When Mike Hampton was healthy, he was one of the game’s best left-handed pitchers. He also may been one of the game’s best hitting pitchers, as he earned five consecutive Silver Slugger Awards over his 16-year career. In 2000, he hit seven homeruns. From 1997-2000, Hampton had a 3.30 ERA, which ranked him third behind Randy Johnson and Tom Glavine during that time period.
In 1999 (his best season), he finished second in the National League CY Young award voting. He was 22-4 with a 2.90 ERA for the Houston Astros. He was then traded to the NY Mets, where he had another solid season, going 15-10 with a 3.14 ERA in helping the Mets reach the World Series. In getting to the World Series, Hampton was named the NLCS MVP as he held the St. Louis Cardinals scoreless over two starts (16 innings).
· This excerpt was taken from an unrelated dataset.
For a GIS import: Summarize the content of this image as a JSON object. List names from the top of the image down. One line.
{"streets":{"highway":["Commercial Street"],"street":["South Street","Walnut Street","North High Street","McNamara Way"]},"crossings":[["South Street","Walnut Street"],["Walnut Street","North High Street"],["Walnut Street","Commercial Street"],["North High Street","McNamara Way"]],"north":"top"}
Following the 2000 season, he was one of the most attractive free agents on the market and received a lucrative eight year, $121 million contract with the Colorado Rockies. At that time, it was the most lucrative contract in the game and served as a benchmark for upcoming free agent players (such as Manny Ramirez and Alex Rodriguez). The contract also became one of the most criticized due to Hampton’s ineffectiveness and injury-plagued seasons during the contract.
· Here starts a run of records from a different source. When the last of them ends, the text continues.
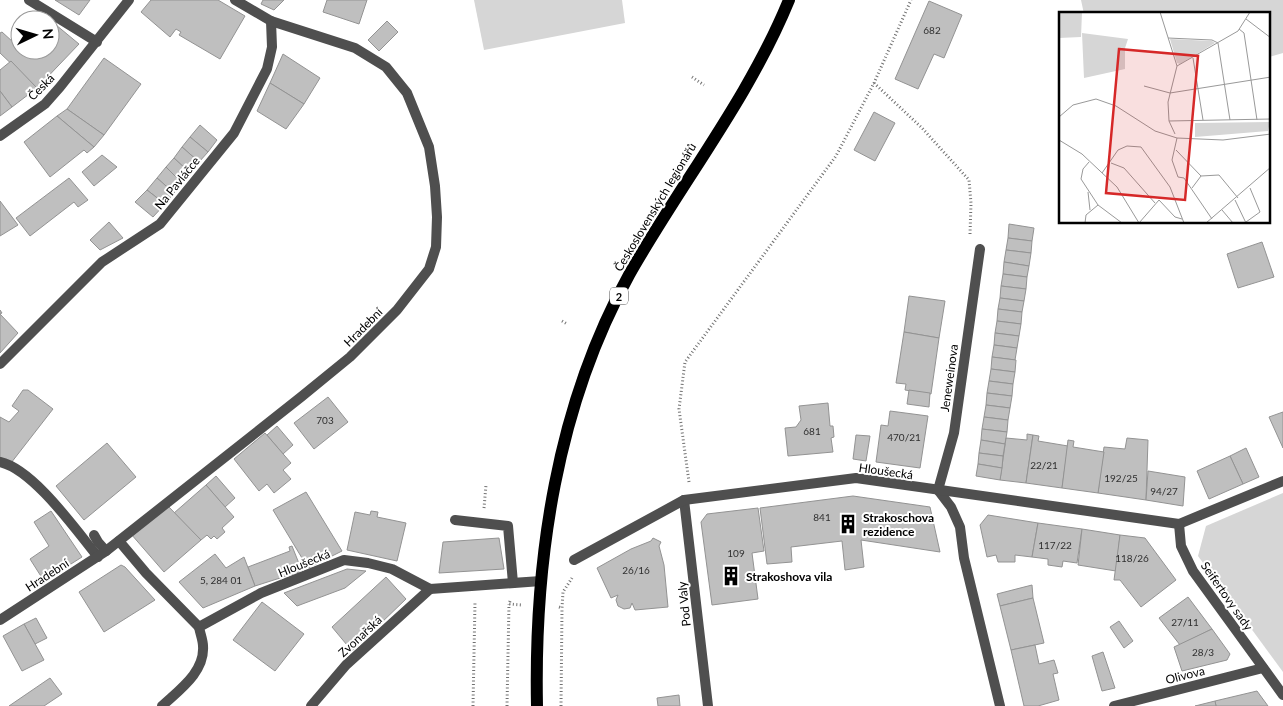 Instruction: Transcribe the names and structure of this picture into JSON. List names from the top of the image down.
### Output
{
  "streets": {
    "main road": ["Československých legionářů", "2"],
    "street": [
      "Česká",
      "Na Pavláčce",
      "Hradební",
      "Jeneweinova",
      "Hloušecká",
      "Seifertovy sady",
      "Pod Valy",
      "Zvonařská",
      "Olivova"
    ]
  },
  "crossings": [
    ["Na Pavláčce", "Hradební"],
    ["Jeneweinova", "Hloušecká"],
    ["Hloušecká", "Seifertovy sady"],
    ["Hloušecká", "Pod Valy"],
    ["Hloušecká", "Zvonařská"],
    ["Seifertovy sady", "Olivova"]
  ],
  "places": {
    "building": ["Strakoschova rezidence", "Strakoshova vila"]
  },
  "house_numbers": [
    "682",
    "703",
    "681",
    "470/21",
    "22/21",
    "192/25",
    "94/27",
    "841",
    "117/22",
    "109",
    "118/26",
    "26/16",
    "5, 284 01",
    "27/11",
    "28/3"
  ],
  "north": "right"
} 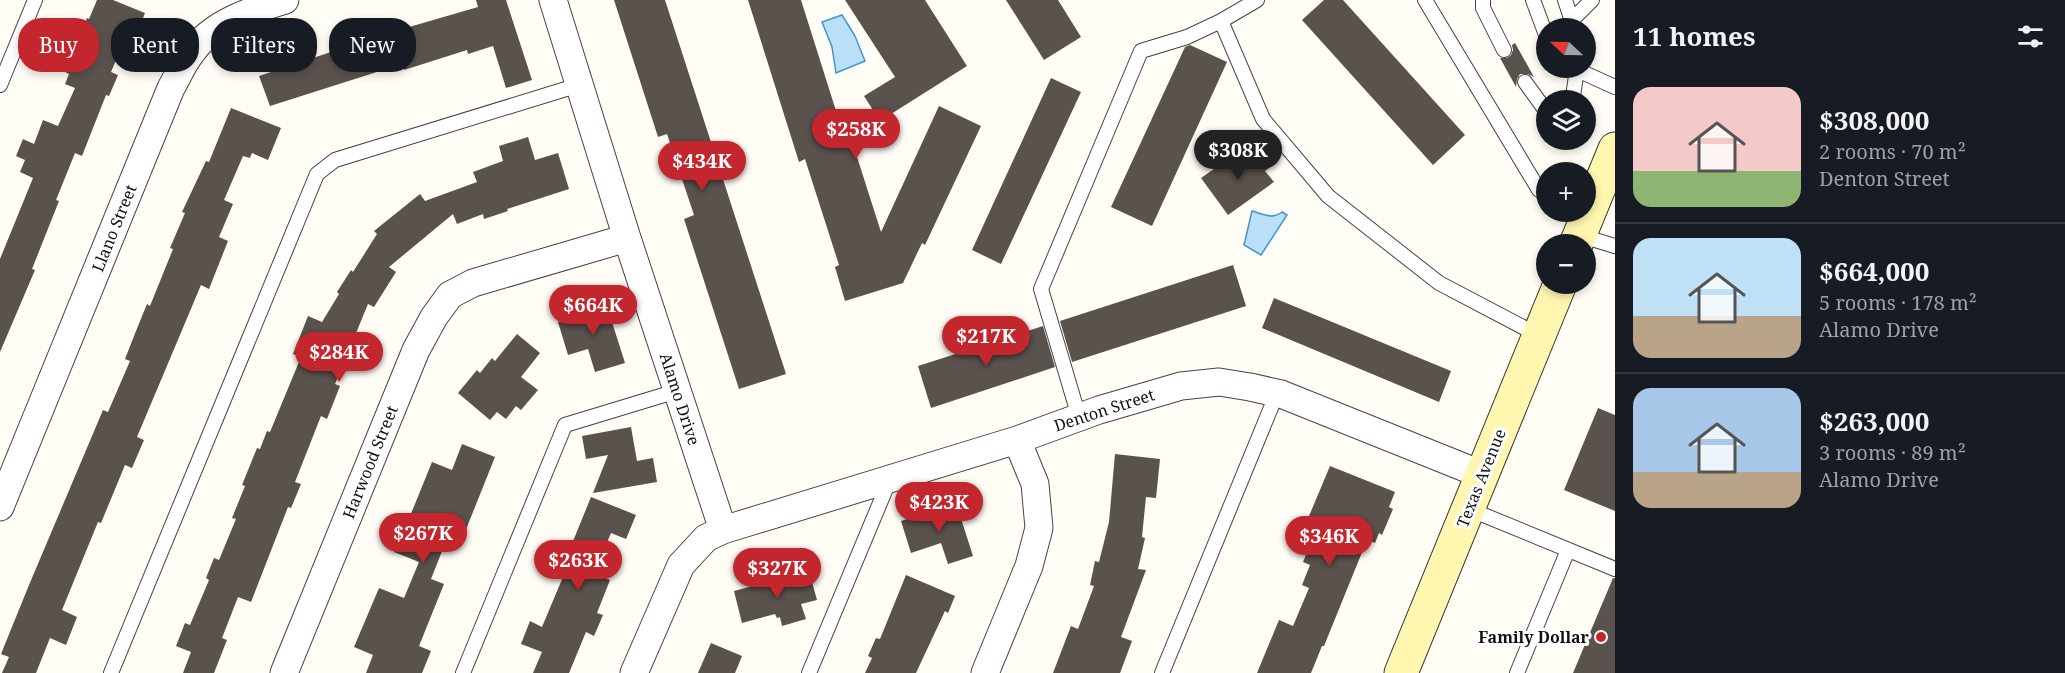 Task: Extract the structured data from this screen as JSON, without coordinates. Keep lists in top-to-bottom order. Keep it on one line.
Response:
{"streets":{"street":["Llano Street","Alamo Drive","Denton Street","Harwood Street","Texas Avenue"]},"crossings":[["Alamo Drive","Denton Street"],["Alamo Drive","Harwood Street"],["Denton Street","Texas Avenue"]],"places":["Family Dollar"],"north":"left","page":{"heading":"11 homes","map_buttons":["+","−"],"chip":["Buy","Rent","Filters","New"],"list":[{"name":"$308,000","note":"2 rooms · 70 m² · Denton Street"},{"name":"$664,000","note":"5 rooms · 178 m² · Alamo Drive"},{"name":"$263,000","note":"3 rooms · 89 m² · Alamo Drive"}],"price":["$258K","$308K","$434K","$664K","$217K","$284K","$423K","$267K","$346K","$263K","$327K"]}} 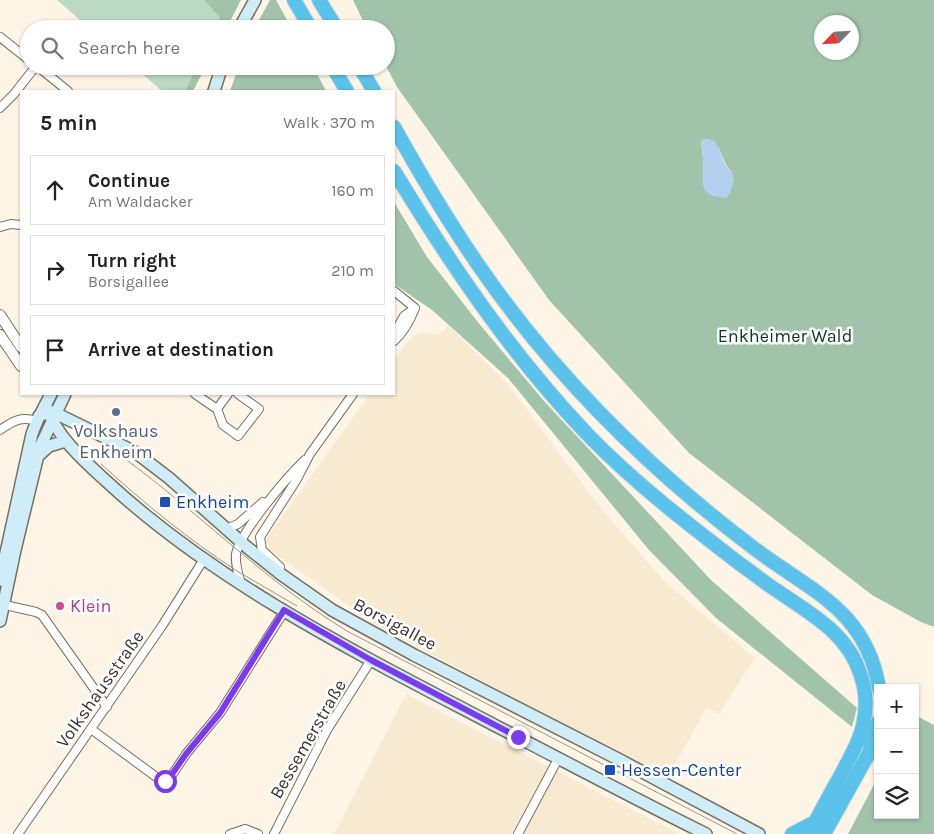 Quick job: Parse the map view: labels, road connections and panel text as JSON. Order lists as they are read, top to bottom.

The Rockies traded Hampton to the Atlanta Braves, where he seemed to revive his career from 2003 into 2005. However he succumbed to Tommy John surgery in September of 2005. While trying to return in early 2007, he suffered an oblique strain in March and then felt more discomfort in April, which led to another season-ending elbow surgery.
While warming up in the bullpen for his April 3, 2008 start, he strained his pectoral muscle. That would have been his first start in three years. He waited until July of 2008 to make that long-awaited start and stayed healthy the rest of the season. He returned to the Astros in 2009 and made 21 starts before shoulder pain ended his year (he had a fully torn rotator cuff).
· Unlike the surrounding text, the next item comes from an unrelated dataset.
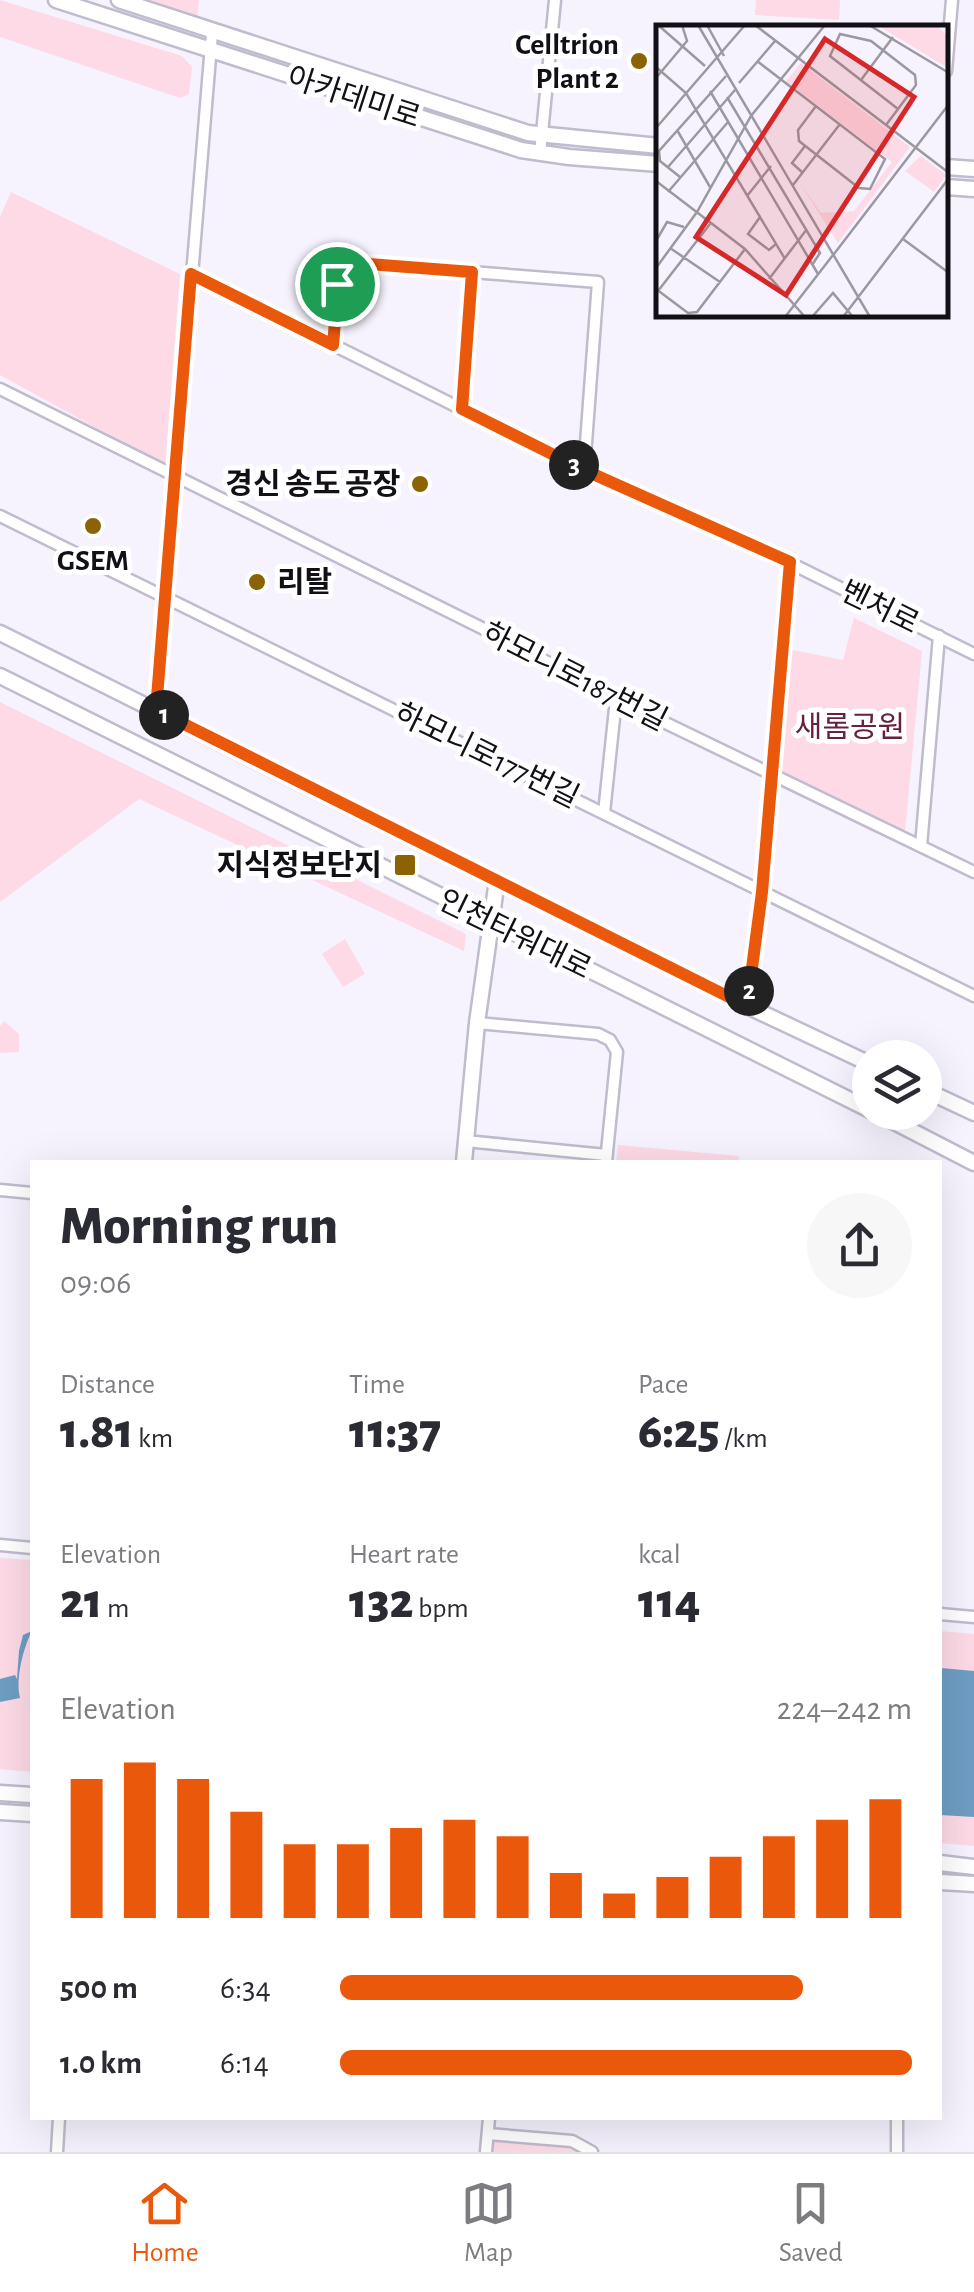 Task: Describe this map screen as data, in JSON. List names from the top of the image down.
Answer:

Hampton endured a grueling rehab and last September, he returned as a lefty reliever for the Arizona Diamondbacks and signed a minor league deal with the Diamondbacks this December to try and win that same role in 2011. Hampton had a tough spring and realized that his career had come to an end. So on Saturday, Hampton announced his retirement. He said it was a tough decision, but ultimately the right one. Diamondbacks manager Kirk Gibson offered him a chance to stay within the organization in some capacity.
Hampton wants to be remembered as an athlete, not just a pitcher. He gave everything he had every night out. He came from a small town in Florida that no one had ever heard of and he made himself into a Major League pitcher. “I think with the talent and the body type, I think I pretty much got as much out of my body as I could,” Hampton told Mark Bowman of MLB.com.